━━ Records for this exercise

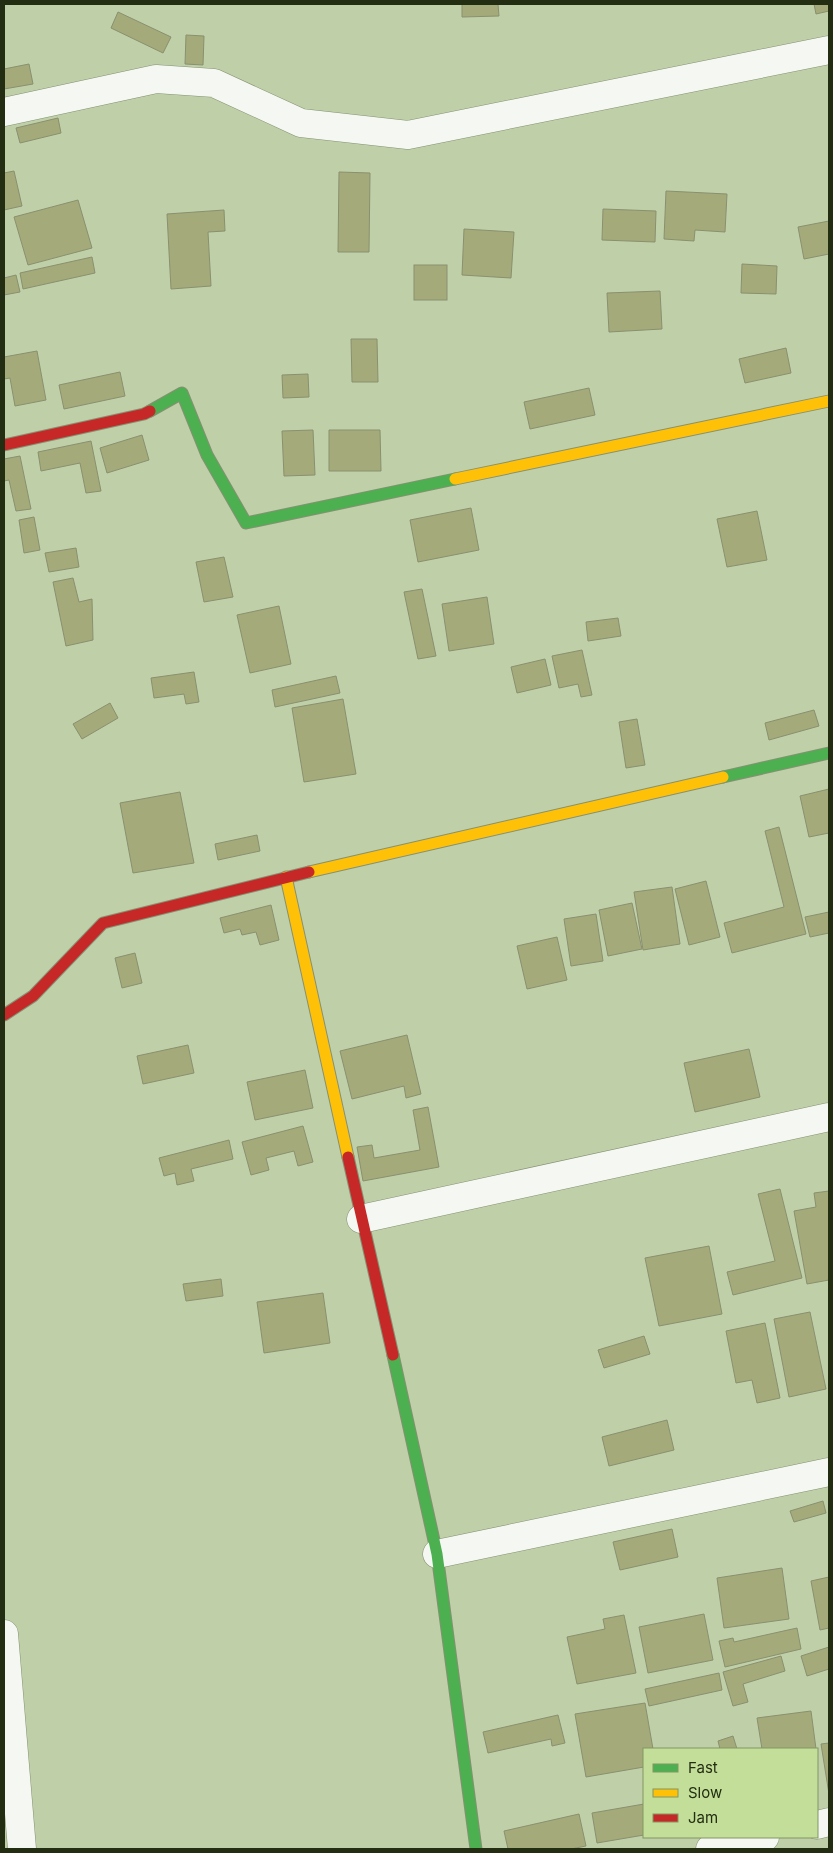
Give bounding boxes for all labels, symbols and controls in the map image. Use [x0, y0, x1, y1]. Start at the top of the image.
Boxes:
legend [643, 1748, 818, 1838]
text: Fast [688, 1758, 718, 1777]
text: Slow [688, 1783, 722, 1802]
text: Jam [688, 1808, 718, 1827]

━━━━
━━ Records for this exercise

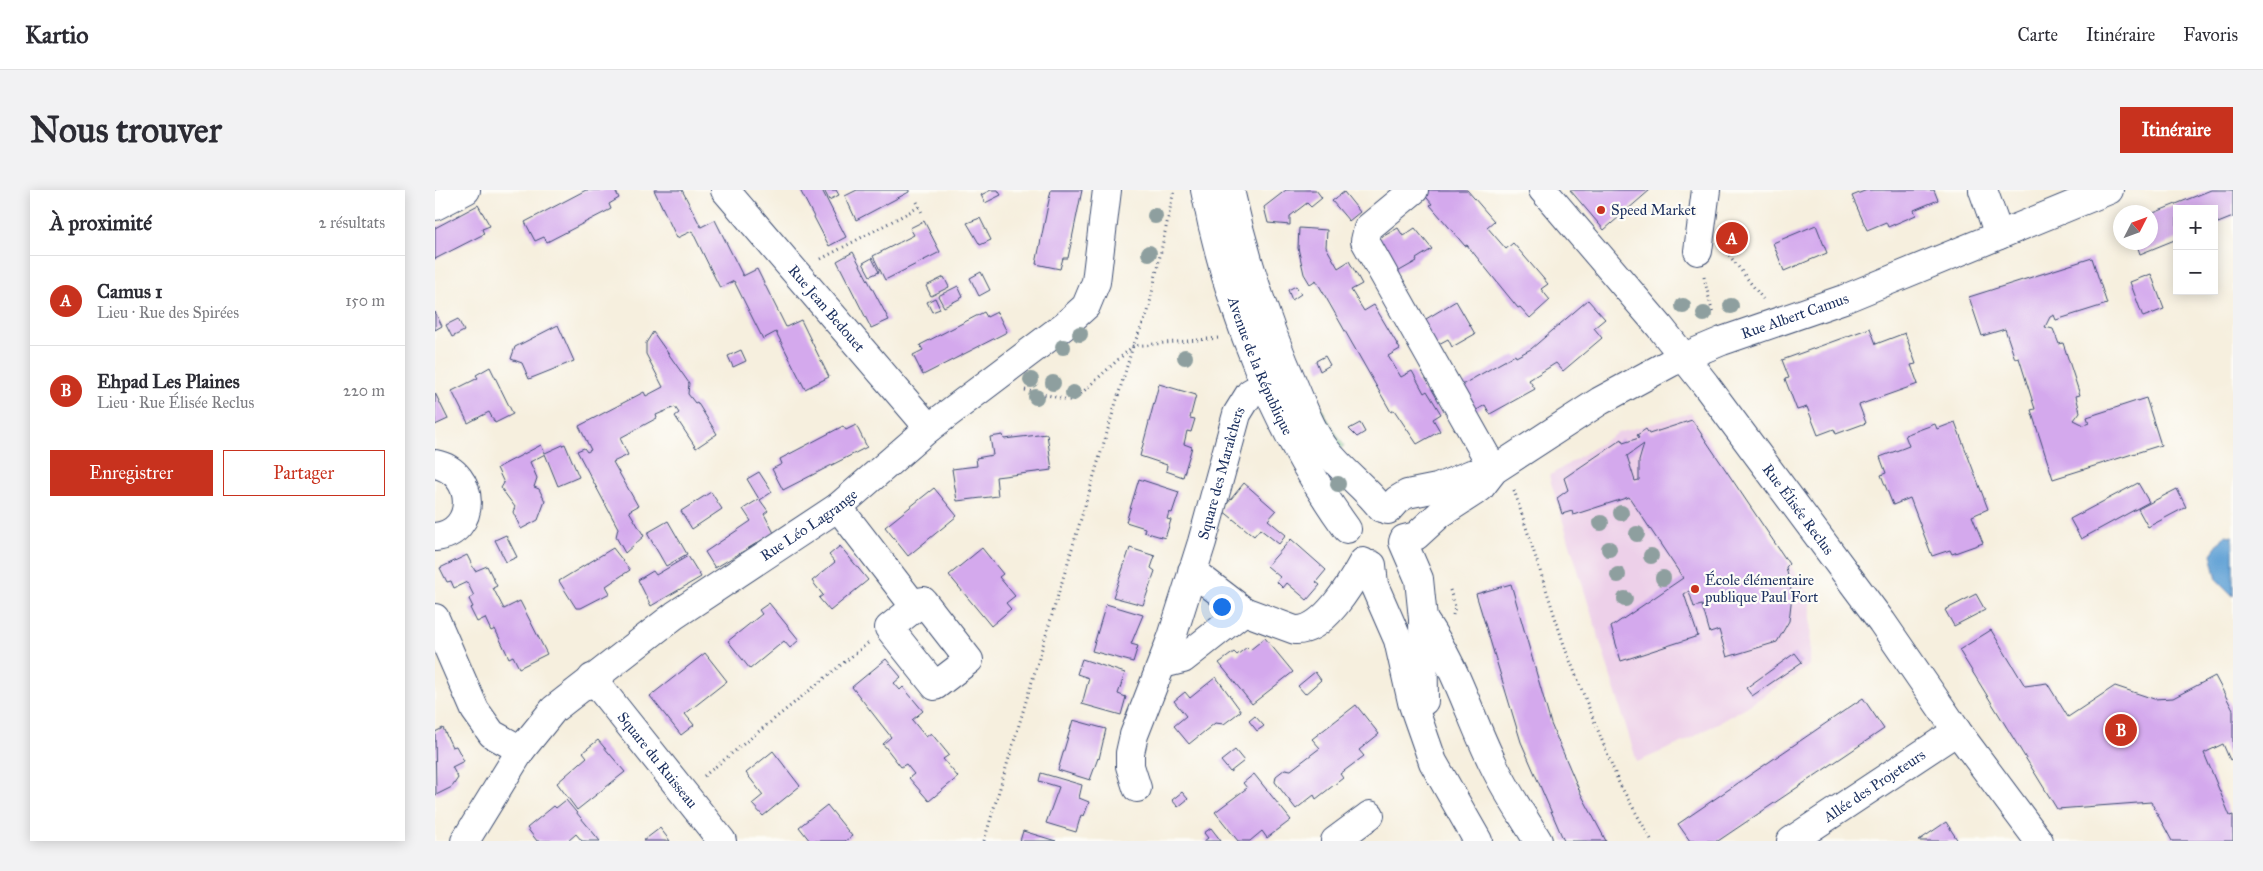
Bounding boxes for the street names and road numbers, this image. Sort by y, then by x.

━━━━

Find the string "image" in the listing and copy every line in which it occurs.

Give bounding boxes for all labels, symbols and controls in the map image. Use [x0, y0, x1, y1]. Start at the top of the image.
Bounding boxes for the street names and road numbers, this image. Sort by y, then by x.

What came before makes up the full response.